Interview mit Karsten Mentasti

Der Wunsch, Journalist zu werden, erfüllte sich für Karsten Mentasti vor 26 Jahren. Zu seinem Job kam er durch ein kurzfristig anberaumtes Volontariat bei der Braunschweiger Zeitung. Angefangen hat er in der Sport- und Lokalredaktion. Dies und einiges mehr erzählte er uns bei seinem Besuch im Wahlpflichtkurs Deutsch am 09.05.2014.

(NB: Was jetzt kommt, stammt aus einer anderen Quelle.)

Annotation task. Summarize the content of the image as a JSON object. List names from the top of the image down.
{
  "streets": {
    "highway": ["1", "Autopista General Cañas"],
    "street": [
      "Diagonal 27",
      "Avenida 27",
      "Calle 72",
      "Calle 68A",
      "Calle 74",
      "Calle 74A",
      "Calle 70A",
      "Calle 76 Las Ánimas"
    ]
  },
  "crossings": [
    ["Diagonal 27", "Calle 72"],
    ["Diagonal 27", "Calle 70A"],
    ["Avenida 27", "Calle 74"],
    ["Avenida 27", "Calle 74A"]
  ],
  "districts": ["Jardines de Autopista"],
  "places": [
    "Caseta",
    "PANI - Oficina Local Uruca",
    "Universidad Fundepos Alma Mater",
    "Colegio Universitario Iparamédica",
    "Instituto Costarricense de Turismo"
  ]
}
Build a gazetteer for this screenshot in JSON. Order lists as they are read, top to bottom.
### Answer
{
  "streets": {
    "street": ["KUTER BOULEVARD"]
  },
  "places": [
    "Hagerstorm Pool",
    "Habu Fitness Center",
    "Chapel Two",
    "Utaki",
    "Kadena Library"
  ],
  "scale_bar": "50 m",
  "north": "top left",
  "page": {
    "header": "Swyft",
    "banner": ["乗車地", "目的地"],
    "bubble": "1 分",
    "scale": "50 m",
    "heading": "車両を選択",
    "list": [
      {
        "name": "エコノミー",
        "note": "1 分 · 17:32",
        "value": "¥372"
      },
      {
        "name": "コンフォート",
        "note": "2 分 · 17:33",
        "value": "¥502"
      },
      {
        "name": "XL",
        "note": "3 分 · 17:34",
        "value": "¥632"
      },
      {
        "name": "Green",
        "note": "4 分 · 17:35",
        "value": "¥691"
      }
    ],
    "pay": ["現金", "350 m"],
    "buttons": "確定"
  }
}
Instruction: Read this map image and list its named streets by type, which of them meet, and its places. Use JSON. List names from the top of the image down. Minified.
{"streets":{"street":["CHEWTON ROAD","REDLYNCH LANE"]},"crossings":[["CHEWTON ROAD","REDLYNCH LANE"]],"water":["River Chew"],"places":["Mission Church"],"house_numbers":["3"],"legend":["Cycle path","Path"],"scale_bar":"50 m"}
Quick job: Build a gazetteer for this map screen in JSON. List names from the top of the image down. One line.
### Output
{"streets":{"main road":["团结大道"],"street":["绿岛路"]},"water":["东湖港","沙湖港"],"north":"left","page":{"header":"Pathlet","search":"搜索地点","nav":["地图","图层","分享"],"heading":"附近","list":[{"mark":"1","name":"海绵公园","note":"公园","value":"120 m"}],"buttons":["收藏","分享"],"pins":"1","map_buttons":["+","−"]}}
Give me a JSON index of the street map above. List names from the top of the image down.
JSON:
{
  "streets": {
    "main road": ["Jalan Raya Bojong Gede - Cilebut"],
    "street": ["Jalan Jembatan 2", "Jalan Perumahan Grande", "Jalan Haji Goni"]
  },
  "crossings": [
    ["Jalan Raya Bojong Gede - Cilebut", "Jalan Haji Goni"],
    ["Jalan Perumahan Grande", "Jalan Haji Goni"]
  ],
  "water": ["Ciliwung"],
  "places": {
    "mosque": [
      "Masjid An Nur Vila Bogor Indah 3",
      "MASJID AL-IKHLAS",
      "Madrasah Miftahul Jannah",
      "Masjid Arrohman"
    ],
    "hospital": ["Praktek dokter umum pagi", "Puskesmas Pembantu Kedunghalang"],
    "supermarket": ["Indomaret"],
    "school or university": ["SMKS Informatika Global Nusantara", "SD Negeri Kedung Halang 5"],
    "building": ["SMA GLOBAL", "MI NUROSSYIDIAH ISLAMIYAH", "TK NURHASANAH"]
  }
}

Auf die Frage, wie er mit seinen Texten anfängt, sagte er uns, dass es für ihn am leichtesten wäre, einfach erst einmal draufloszuschreiben. Vorbereitungen trifft er laut eigener Aussage nicht viele, mit Ausnahme kurzer Vorabrecherchen. Er erzählte uns außerdem, dass er freiberuflich arbeitet. Er kann seine Texte verfassen, wie es ihm gefällt. Das Einzige, auf das er achten muss, ist, dass die Texte dem Leser gefallen beziehungsweise sie ansprechen.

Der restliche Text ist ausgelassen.